Já Ornello Rodrigues Ferreira, autônomo e comerciante, percorreu 130 quilômetros com a família, todos vestidos de azul. Com mais de 30 anos de romaria, ele destaca a fé como alicerce diário. “Cada ano está melhor. A organização, o acolhimento… mas o mais importante é a fé. O dia a dia já é difícil demais. Se a gente não se apegar com Deus, com o Divino Pai Eterno, fica mais difícil ainda.”
Ele viajou com 14 familiares. “A gente acredita muito. Mesmo sem ter uma experiência pessoal marcante, ver tudo isso acontecendo aqui, tantas histórias, tantos milagres, fortalece a gente.”
A Romaria do Divino Pai Eterno não é apenas uma celebração religiosa: é um encontro de histórias. Por trás de cada carreiro, cada peregrino, há uma promessa cumprida, um agradecimento ou o simples desejo de estar mais perto da fé.
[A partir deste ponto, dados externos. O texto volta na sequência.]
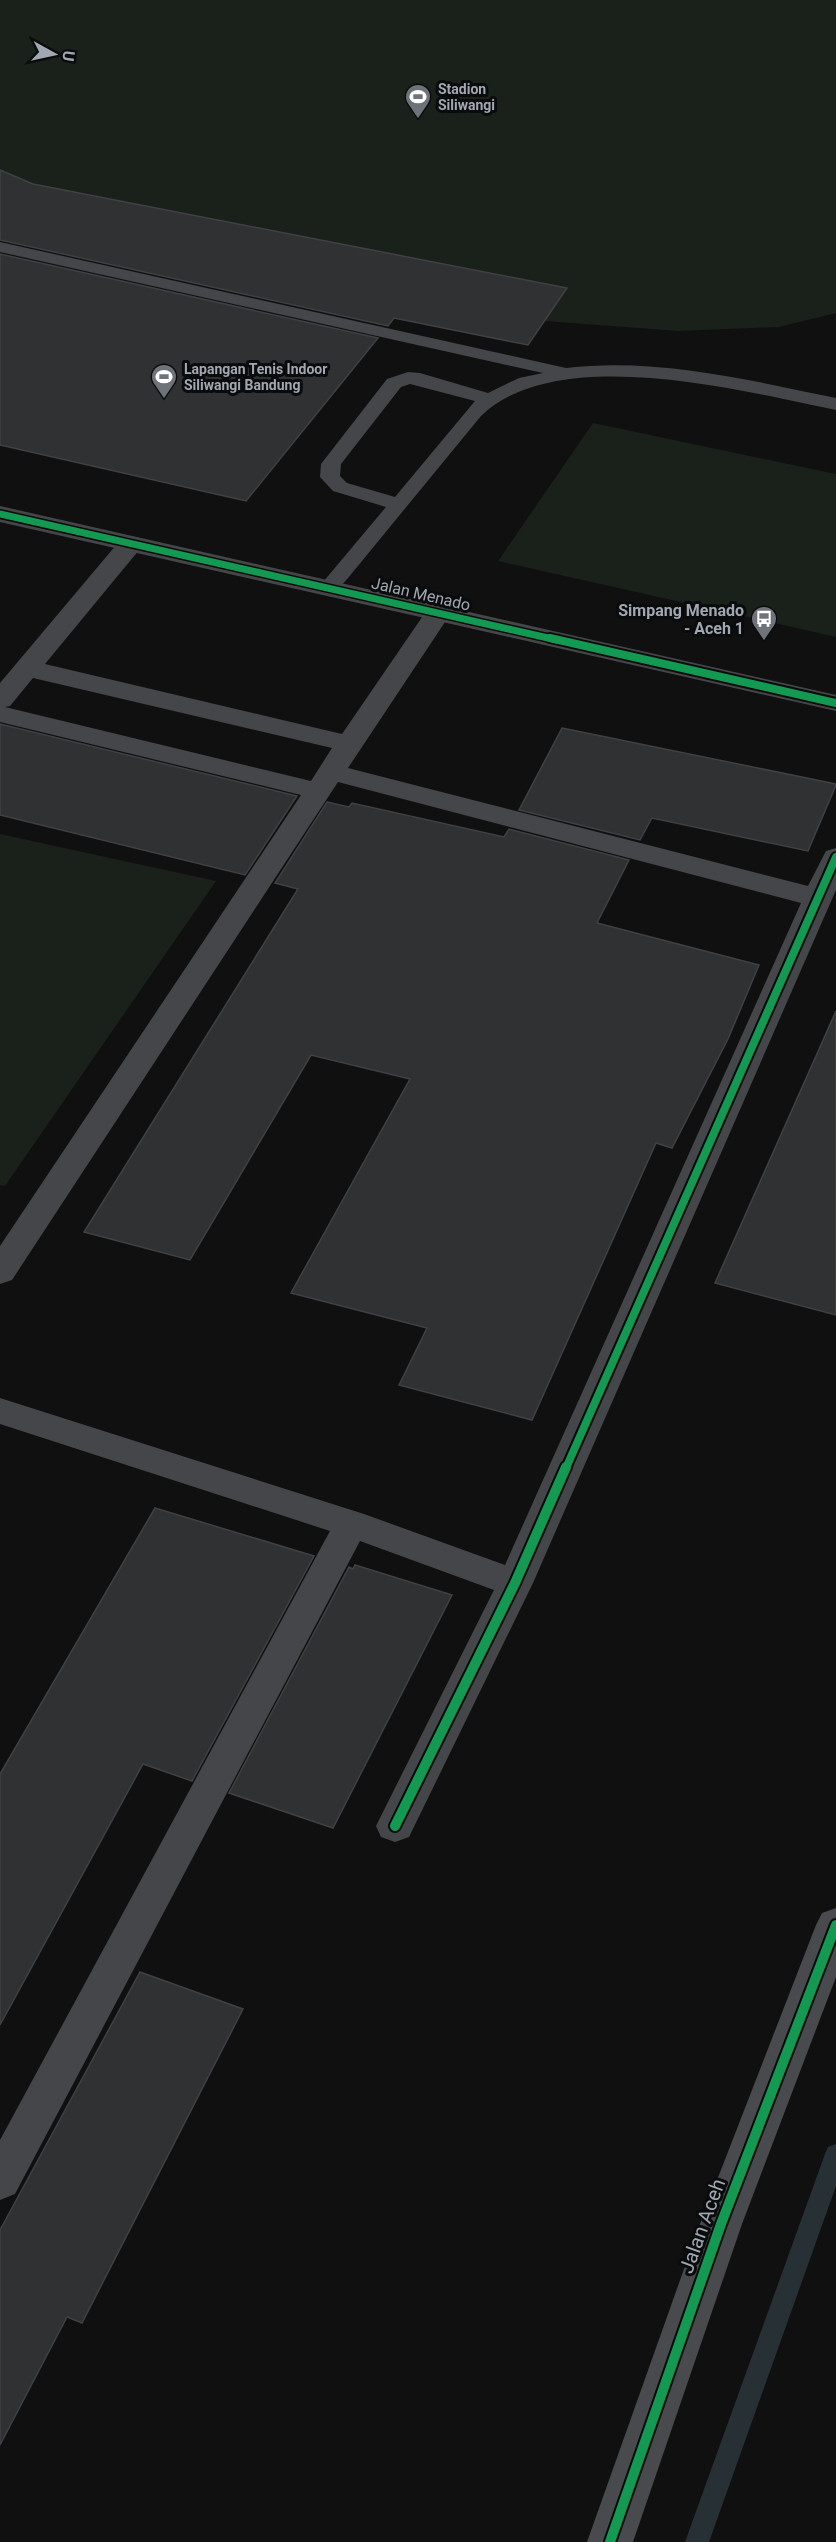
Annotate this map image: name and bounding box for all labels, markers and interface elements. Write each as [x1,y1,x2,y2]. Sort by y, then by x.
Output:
north arrow [24,24,84,84]
text: U [58,49,79,63]
place label: Stadion Siliwangi [438,81,495,113]
sports icon: Stadion Siliwangi [403,82,433,120]
place label: Lapangan Tenis Indoor Siliwangi Bandung [184,361,327,393]
sports icon: Lapangan Tenis Indoor Siliwangi Bandung [149,362,179,400]
street label: Jalan Menado [370,573,472,615]
place label: Simpang Menado - Aceh 1 [618,601,744,638]
bus stop icon: Simpang Menado - Aceh 1 [749,604,779,642]
street label: Jalan Aceh [674,2175,730,2277]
Em Trindade, cada passo seja de boi, a cavalo ou a pé é uma oração que ecoa pelas gerações.
“Montei no cavalo e não parei até chegar na igreja”, diz devota em sua primeira romaria
A fé, muitas vezes, é construída a partir de experiências vividas — e foi assim com Ana Laura, que participou pela primeira vez da Romaria do Divino Pai Eterno este ano, acompanhada do marido, Paulo Ricardo. O casal saiu de São Luís de Montes Belos e percorreu o trajeto montado a cavalo durante quatro dias até chegar a Trindade.
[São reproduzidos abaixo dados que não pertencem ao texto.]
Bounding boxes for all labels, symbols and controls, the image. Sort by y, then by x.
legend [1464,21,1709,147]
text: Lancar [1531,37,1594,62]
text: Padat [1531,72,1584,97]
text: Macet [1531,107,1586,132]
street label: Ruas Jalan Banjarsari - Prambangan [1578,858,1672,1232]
“Foi uma sensação de agradecimento. Inexplicável. Não tem palavra que defina o que é viver isso”, disse Ana Laura, emocionada, ao final do trajeto. Embora seja o primeiro ano dela na romaria, Paulo é romeiro de longa data. Ele conta que já veio a pé várias vezes e, nos últimos três anos, passou a fazer o percurso montado. Desta vez, porém, a viagem teve um significado ainda mais especial. “É muito bom ter a pessoa que a gente ama ao lado nesse momento tão especial. A fé se fortalece.”
Casados há apenas seis meses, eles decidiram fazer juntos a primeira romaria. Ela conta que sempre teve vontade de participar, mas que a motivação do companheiro foi essencial para dar o passo. “Com certeza ele ajudou muito. E eu consegui, não parei hora nenhuma. Não desci do cavalo, não entrei no carro, vim montada o tempo todo até chegar à igreja.”
Paulo destaca que a tradição já faz parte da identidade dele e que pretende manter esse costume na família pelos próximos anos. “É algo que nos une, que nos transforma. Todo ano estou aqui e agora, com ela ao meu lado, é ainda mais marcante.”
A história dos dois se soma às de milhares de fiéis que chegam a Trindade movidos por uma fé que ultrapassa o cansaço e o tempo. Para Ana Laura, esse primeiro ano foi só o começo: “Fortaleceu minha fé em tudo. Na vida, nas lutas. Viver isso aqui não tem explicação.